Directions:
Lines before the one containing "image above into" are left out; that line and all after it, through the end of the records, must be transcribed exactly.

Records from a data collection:
--------------------

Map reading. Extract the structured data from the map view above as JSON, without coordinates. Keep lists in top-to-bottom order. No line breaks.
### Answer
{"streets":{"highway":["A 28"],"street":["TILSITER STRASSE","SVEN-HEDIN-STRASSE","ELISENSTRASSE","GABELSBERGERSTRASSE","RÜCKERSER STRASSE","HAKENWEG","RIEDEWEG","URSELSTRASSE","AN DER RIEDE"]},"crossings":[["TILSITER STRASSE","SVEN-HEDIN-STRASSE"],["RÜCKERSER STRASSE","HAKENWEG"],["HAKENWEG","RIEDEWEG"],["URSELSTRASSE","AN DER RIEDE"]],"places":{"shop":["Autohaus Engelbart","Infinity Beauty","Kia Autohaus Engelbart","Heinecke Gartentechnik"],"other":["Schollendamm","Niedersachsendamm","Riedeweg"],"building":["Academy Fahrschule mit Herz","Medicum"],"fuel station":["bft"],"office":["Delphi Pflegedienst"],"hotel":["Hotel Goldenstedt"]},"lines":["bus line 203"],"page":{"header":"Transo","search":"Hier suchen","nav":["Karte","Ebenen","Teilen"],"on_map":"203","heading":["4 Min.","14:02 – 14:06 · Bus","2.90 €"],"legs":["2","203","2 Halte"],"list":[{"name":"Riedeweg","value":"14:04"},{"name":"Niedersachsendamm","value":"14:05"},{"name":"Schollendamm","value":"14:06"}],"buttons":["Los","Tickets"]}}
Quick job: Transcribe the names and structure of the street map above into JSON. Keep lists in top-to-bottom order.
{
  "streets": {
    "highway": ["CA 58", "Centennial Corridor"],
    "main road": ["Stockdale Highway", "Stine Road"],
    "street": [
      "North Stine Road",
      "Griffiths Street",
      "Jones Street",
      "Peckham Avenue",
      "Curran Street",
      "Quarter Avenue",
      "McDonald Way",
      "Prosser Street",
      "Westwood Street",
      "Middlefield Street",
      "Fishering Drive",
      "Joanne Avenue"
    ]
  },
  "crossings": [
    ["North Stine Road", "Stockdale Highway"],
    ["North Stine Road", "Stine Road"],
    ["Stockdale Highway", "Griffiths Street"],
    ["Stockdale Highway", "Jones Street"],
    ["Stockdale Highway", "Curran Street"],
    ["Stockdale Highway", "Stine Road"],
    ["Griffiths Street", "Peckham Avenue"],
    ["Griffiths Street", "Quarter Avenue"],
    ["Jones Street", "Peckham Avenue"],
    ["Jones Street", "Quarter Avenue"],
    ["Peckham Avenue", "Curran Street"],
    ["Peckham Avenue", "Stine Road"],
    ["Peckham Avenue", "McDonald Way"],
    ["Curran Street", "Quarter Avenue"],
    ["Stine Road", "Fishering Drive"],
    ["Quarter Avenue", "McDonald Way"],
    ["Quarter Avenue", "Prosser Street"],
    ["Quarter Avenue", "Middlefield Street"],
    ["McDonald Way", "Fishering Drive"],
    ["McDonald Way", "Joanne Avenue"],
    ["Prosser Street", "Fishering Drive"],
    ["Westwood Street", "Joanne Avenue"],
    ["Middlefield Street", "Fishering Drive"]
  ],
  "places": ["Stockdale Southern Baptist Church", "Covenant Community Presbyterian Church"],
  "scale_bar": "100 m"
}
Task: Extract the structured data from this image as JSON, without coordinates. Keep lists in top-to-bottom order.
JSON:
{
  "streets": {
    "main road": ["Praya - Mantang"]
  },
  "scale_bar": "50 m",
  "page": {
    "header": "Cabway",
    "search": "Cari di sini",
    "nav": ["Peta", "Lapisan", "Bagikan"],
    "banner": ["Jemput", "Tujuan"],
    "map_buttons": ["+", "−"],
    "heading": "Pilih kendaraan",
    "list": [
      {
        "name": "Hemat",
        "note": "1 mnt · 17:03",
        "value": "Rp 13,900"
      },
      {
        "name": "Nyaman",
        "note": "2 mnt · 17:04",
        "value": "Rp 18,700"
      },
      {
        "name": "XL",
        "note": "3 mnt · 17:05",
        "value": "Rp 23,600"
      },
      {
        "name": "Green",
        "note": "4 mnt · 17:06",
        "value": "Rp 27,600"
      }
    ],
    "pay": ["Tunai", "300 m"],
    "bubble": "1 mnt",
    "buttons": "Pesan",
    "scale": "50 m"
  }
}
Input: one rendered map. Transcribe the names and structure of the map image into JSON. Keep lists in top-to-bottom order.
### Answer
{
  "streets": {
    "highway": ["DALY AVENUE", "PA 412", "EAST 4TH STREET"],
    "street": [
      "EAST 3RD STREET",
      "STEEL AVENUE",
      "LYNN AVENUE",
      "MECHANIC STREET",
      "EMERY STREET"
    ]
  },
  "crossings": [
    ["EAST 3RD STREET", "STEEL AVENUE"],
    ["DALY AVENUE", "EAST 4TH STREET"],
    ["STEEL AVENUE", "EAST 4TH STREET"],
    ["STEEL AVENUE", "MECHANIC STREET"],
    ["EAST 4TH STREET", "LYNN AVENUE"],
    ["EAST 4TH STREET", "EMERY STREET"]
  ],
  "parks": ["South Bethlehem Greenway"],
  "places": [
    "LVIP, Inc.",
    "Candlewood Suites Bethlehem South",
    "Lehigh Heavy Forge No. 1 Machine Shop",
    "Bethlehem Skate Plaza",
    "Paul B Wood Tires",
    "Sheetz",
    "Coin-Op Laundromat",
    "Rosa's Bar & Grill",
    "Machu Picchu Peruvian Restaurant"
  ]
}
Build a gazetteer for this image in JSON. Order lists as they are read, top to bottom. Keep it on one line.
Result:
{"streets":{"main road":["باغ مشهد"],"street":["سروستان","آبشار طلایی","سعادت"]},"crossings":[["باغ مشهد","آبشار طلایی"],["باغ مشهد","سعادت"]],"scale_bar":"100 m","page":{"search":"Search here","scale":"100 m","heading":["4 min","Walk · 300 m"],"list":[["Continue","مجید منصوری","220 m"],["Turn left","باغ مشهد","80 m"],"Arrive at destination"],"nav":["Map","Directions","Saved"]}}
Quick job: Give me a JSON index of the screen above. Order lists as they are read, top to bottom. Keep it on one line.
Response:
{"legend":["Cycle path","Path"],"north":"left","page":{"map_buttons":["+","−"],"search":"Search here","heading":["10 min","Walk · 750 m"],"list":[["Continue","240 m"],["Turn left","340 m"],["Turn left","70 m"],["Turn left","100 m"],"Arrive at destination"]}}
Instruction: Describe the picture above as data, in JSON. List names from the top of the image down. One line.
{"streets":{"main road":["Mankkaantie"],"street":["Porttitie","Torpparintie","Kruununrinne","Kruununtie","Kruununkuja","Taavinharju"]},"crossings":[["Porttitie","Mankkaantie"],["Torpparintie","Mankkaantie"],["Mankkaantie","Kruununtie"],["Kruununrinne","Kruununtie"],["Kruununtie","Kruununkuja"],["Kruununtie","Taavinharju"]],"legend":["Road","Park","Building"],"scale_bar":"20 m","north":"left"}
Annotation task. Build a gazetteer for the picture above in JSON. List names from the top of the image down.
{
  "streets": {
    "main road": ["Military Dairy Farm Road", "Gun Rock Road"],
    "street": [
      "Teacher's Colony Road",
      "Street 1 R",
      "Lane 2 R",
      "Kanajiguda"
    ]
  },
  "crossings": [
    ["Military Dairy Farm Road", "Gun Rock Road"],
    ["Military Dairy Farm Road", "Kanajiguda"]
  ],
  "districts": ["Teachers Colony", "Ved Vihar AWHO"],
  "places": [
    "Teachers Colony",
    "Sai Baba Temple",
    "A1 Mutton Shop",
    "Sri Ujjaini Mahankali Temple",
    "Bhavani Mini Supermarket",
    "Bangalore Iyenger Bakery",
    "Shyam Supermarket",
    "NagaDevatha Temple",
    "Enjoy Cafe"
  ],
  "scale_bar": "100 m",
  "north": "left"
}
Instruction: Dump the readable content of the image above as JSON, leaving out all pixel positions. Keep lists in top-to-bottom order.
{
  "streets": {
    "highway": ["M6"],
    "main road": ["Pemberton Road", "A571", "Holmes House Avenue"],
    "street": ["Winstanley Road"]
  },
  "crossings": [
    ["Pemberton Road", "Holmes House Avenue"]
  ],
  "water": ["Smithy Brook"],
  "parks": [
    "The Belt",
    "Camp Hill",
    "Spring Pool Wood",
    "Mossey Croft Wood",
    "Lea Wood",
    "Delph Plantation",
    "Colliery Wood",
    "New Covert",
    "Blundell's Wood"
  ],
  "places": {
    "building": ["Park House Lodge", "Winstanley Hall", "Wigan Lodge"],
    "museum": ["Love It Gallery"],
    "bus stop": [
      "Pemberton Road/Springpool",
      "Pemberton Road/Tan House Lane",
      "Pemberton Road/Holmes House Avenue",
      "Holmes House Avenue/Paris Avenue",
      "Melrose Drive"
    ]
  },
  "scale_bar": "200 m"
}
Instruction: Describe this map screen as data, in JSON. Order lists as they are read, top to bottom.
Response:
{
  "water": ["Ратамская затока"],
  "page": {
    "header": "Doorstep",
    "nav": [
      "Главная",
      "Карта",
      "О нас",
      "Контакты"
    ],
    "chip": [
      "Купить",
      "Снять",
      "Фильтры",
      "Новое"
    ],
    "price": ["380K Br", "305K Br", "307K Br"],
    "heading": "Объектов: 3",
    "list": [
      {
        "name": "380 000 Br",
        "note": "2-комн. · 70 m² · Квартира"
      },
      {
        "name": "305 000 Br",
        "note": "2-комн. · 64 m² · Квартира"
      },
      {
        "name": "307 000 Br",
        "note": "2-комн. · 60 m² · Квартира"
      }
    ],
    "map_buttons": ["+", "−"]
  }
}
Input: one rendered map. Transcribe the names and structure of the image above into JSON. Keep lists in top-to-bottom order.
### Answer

--------------------

Output for this task:
Input: one rendered map. Transcribe the names and structure of the image above into JSON. Keep lists in top-to-bottom order.
### Answer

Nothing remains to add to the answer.